She helped Tommy by her helplessness. There is reason to believe that once in London, when she had need of a new hat, but money there was none, Tommy, looking very defiant, studied ladies' hats in the shop-windows, brought all his intellect to bear on them, with the result that he did concoct out of Elspeth's old hat a new one which was the admired of O.P. Pym and friends, who never knew the name of the artist. But obviously he could not take proper care of himself, and there is a kind of woman, of whom Grizel was one, to whose breasts this helplessness makes an unfair appeal. Oh, to dress him properly! She could not help liking to be a mother to men; she wanted them to be the most noble characters, but completely dependent on her.

Tommy walked home with her, and it seemed at first as if Elspeth's absence was to be no help to him. He could not even plagiarize from "Sandys on Woman." No one knew so well the kind of thing he should be saying, and no one could have been more anxious to say it, but a weight of shyness sat on the lid of Tommy. Having for half an hour raged internally at his misfortune, he now sullenly embraced it. "If I am this sort of an ass, let me be it in the superlative degree," he may be conceived saying bitterly to himself. He addressed Grizel coldly as "Miss McQueen," a name she had taken by the doctor's wish soon after she went to live with him.

"There is no reason why you should call me that," she said. "Call me Grizel, as you used to do."

"May I?" replied Tommy, idiotically. He knew it was idiotic, but that mood now had grip of him.

"But I mean to call you Mr. Sandys," she said decisively.

He was really glad to hear it, for to be called Tommy by anyone was now detestable to him (which is why I always call him Tommy in these pages). So it was like him to say, with a sigh, "I had hoped to hear you use the old name."

That sigh made her look at him sharply. He knew that he must be careful with Grizel, and that she was irritated, but he had to go on.

"It is strange to me," said Sentimental Tommy, "to be back here after all those years, walking this familiar road once more with you. I thought it would make me feel myself a boy again, but, heigh-ho, it has just the opposite effect: I never felt so old as I do to-day."

His voice trembled a little, I don't know why. Grizel frowned.

"But you never were as old as you are to-day, were you?" she inquired politely. It whisked Tommy out of dangerous waters and laid him at her feet. He laughed, not perceptibly or audibly, of course, but somewhere inside him the bell rang. No one could laugh more heartily at himself than Tommy, and none bore less malice to those who brought him to land.
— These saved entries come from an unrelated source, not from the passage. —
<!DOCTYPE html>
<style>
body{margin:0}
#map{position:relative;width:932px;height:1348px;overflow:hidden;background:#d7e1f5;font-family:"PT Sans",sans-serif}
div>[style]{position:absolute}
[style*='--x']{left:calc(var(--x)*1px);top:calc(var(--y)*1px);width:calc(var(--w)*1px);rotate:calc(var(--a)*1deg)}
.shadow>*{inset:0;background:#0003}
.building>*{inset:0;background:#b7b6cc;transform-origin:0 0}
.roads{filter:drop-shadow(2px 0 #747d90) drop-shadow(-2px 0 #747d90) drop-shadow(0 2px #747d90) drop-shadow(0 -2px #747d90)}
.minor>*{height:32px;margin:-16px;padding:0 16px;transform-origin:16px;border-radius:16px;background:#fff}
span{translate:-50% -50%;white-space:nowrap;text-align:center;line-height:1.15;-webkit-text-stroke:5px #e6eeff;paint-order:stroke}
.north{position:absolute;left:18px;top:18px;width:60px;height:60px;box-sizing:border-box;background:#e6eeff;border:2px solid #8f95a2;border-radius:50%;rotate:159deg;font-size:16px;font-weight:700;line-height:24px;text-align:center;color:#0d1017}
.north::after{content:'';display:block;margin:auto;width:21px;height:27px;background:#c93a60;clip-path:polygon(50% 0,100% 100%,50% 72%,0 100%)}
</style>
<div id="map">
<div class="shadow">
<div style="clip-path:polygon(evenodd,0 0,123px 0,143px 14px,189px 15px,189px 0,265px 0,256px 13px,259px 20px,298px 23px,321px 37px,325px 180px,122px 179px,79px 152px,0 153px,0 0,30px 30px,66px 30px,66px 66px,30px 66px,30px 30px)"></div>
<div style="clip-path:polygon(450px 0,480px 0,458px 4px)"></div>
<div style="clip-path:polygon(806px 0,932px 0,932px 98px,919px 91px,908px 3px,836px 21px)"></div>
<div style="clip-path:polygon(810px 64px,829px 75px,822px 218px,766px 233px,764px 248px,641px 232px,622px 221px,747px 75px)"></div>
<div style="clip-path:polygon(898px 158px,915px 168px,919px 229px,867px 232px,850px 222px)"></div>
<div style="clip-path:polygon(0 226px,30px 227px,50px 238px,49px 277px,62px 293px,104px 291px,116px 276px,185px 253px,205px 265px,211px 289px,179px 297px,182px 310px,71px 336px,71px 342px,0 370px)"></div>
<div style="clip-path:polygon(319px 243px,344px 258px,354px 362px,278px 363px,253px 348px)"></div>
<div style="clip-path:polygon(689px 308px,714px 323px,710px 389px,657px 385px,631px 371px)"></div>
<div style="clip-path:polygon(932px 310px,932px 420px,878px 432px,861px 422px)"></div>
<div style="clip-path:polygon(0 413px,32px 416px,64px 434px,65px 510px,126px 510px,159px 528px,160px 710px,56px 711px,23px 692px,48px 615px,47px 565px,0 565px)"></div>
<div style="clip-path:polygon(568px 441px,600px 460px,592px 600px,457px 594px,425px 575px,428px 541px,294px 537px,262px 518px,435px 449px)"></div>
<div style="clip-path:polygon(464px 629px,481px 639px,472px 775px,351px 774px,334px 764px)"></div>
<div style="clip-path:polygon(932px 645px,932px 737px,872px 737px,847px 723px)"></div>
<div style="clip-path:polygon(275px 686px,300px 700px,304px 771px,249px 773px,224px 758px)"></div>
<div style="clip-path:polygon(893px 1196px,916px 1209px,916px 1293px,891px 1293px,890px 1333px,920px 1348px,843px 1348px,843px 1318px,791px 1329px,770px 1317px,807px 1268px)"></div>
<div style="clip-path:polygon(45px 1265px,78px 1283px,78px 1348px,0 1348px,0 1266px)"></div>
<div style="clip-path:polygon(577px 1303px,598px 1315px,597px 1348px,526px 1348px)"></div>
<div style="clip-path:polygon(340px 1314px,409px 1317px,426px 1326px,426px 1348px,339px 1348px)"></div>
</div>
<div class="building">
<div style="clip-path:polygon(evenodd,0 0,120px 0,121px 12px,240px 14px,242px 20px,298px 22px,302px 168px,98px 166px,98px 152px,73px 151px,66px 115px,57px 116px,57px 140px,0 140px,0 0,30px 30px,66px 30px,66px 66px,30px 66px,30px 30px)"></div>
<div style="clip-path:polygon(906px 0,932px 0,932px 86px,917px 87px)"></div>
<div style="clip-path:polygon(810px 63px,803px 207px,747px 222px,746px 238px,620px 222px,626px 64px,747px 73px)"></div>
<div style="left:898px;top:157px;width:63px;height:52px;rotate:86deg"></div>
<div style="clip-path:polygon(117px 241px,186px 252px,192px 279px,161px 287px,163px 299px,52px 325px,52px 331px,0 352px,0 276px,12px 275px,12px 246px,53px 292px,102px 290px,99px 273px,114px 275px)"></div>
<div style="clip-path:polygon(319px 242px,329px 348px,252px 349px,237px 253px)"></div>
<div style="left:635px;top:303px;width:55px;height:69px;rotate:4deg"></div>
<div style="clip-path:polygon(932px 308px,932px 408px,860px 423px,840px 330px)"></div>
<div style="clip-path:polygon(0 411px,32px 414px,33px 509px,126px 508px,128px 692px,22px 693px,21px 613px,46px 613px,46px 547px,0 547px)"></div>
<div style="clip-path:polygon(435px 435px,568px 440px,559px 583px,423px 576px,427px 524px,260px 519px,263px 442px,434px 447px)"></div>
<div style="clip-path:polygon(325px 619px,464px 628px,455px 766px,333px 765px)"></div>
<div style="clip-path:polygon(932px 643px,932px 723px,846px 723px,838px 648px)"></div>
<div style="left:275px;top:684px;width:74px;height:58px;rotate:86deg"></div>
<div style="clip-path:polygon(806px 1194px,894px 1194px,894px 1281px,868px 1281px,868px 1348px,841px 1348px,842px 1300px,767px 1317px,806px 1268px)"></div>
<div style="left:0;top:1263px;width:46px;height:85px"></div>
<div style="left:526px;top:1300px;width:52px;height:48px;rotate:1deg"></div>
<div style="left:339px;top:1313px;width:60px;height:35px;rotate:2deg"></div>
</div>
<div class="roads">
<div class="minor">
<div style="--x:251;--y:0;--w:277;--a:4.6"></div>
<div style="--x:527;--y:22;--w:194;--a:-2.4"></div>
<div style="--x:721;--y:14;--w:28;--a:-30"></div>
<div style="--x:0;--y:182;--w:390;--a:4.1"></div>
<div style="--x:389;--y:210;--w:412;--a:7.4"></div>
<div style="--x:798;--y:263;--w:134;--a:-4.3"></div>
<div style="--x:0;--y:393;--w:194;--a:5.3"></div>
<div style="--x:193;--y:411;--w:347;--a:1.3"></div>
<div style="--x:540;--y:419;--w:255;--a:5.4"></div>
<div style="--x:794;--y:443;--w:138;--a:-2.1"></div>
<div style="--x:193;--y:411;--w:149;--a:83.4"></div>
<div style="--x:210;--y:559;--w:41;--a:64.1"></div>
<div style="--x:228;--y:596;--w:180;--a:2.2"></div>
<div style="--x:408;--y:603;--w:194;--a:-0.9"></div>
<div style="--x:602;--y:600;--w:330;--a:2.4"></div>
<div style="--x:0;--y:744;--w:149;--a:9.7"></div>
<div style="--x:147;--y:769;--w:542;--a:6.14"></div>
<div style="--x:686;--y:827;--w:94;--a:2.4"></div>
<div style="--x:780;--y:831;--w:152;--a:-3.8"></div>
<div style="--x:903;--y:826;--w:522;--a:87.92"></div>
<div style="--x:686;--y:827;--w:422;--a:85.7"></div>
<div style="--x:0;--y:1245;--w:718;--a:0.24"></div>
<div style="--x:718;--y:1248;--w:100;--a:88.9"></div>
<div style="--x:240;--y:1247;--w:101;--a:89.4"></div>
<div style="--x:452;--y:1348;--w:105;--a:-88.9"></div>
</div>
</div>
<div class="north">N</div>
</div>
"That, at any rate, makes me feel younger," he said candidly; and now the shyness was in full flight.

"Why?" asked Grizel, still watchful.

"It is so like the kind of thing you used to say to me when we were boy and girl. I used to enrage you very much, I fear," he said, half gleefully.

"Yes," she admitted, with a smile, "you did."

"And then how you rocked your arms at me, Grizel! Do you remember?"

She remembered it all so well! This rocking of the arms, as they called it, was a trick of hers that signified sudden joy or pain. They hung rigid by her side, and then shook violently with emotion.

"Do you ever rock them now when people annoy you?" he asked.

"There has been no one to annoy me," she replied demurely, "since you went away."

"But I have come back," Tommy said, looking hopefully at her arms.

"You see they take no notice of you."

"They don't remember me yet. As soon as they do they will cry out."

Grizel shook her head confidently, and in this she was pitting herself against Tommy, always a bold thing to do.

"I have been to see Corp's baby," he said suddenly; and this was so important that she stopped in the middle of the road.

"What do you think of him?" she asked, quite anxiously.

"I thought," replied Tommy, gravely, and making use of one of Grizel's pet phrases, "I thought he was just sweet."

"Isn't he!" she cried; and then she knew that he was making fun of her.